- [Task brief] Say how many lines of the listing below contain "Format", giving the number and nothing else.

- [Data for processing]
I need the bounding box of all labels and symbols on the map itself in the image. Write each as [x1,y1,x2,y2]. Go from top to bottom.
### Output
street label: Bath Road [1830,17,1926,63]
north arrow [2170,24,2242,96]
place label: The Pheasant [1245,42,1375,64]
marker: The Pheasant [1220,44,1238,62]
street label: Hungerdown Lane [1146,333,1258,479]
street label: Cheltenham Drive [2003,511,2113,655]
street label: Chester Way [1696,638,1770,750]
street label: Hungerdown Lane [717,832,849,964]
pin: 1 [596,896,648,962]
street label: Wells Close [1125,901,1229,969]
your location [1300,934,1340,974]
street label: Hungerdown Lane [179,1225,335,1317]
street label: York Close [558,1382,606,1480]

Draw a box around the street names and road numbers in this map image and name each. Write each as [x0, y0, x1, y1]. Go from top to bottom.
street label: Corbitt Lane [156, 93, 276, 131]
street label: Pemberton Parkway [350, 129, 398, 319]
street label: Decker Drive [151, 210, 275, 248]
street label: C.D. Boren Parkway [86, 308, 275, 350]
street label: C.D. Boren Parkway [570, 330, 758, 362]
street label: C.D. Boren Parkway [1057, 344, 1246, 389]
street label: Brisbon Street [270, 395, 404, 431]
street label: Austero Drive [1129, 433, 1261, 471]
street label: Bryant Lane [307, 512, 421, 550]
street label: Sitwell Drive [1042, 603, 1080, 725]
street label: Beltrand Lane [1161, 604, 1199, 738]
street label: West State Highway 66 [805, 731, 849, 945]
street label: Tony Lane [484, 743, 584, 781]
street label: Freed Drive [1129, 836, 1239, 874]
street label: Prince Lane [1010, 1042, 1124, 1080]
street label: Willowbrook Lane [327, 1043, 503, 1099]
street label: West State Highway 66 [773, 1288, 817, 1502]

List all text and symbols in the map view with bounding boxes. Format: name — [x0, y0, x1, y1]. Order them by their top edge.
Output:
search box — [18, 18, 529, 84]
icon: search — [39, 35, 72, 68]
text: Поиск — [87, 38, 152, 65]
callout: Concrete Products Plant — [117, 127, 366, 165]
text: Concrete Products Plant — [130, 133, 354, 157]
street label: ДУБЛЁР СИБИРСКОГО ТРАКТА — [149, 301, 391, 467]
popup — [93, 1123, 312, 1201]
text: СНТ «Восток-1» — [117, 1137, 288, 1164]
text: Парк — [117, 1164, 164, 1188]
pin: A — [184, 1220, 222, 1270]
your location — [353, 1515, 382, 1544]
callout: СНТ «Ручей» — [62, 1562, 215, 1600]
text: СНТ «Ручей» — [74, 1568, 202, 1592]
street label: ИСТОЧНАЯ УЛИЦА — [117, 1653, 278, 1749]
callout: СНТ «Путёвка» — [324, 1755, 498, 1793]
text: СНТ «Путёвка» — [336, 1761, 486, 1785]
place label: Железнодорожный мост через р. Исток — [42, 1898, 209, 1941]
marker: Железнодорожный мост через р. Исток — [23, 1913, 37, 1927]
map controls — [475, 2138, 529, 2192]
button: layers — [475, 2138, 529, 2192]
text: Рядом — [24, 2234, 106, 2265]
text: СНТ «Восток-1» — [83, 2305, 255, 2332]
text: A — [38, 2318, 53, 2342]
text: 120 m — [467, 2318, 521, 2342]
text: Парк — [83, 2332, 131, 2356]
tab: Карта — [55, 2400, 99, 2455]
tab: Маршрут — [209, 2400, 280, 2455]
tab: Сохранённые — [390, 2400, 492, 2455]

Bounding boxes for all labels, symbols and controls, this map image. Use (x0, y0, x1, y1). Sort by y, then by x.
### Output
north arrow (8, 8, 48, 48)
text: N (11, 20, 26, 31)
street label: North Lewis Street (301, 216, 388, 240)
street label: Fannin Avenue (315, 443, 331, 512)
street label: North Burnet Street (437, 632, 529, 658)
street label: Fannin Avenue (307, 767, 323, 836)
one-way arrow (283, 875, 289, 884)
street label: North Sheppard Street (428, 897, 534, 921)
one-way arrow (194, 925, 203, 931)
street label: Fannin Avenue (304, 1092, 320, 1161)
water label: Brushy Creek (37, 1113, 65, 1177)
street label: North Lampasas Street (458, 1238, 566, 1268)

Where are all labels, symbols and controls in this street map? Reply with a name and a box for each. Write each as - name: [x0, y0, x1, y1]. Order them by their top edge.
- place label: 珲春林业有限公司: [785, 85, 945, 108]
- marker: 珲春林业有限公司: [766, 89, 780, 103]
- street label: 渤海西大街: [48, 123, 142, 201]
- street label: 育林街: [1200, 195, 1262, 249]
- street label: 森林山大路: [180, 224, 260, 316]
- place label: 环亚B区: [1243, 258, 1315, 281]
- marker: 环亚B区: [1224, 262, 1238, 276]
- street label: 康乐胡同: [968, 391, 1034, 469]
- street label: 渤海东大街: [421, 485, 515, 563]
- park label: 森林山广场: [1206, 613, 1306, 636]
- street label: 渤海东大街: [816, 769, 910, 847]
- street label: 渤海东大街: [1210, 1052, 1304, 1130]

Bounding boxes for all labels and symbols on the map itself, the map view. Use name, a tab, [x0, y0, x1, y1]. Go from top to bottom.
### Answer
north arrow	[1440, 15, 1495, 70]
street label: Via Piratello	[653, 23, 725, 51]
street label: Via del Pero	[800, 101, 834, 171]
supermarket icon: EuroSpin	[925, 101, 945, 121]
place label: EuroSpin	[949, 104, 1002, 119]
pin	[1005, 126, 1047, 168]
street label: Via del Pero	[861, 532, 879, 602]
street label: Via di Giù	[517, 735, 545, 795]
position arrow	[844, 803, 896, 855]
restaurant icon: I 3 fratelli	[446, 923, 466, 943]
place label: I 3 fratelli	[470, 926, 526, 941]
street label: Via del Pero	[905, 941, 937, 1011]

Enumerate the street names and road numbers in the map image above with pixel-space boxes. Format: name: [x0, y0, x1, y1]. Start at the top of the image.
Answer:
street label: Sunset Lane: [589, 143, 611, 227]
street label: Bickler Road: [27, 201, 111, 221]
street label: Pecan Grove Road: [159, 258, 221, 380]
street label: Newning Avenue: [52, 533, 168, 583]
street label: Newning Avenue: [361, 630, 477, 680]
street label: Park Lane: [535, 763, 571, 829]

- [Solved problem] 2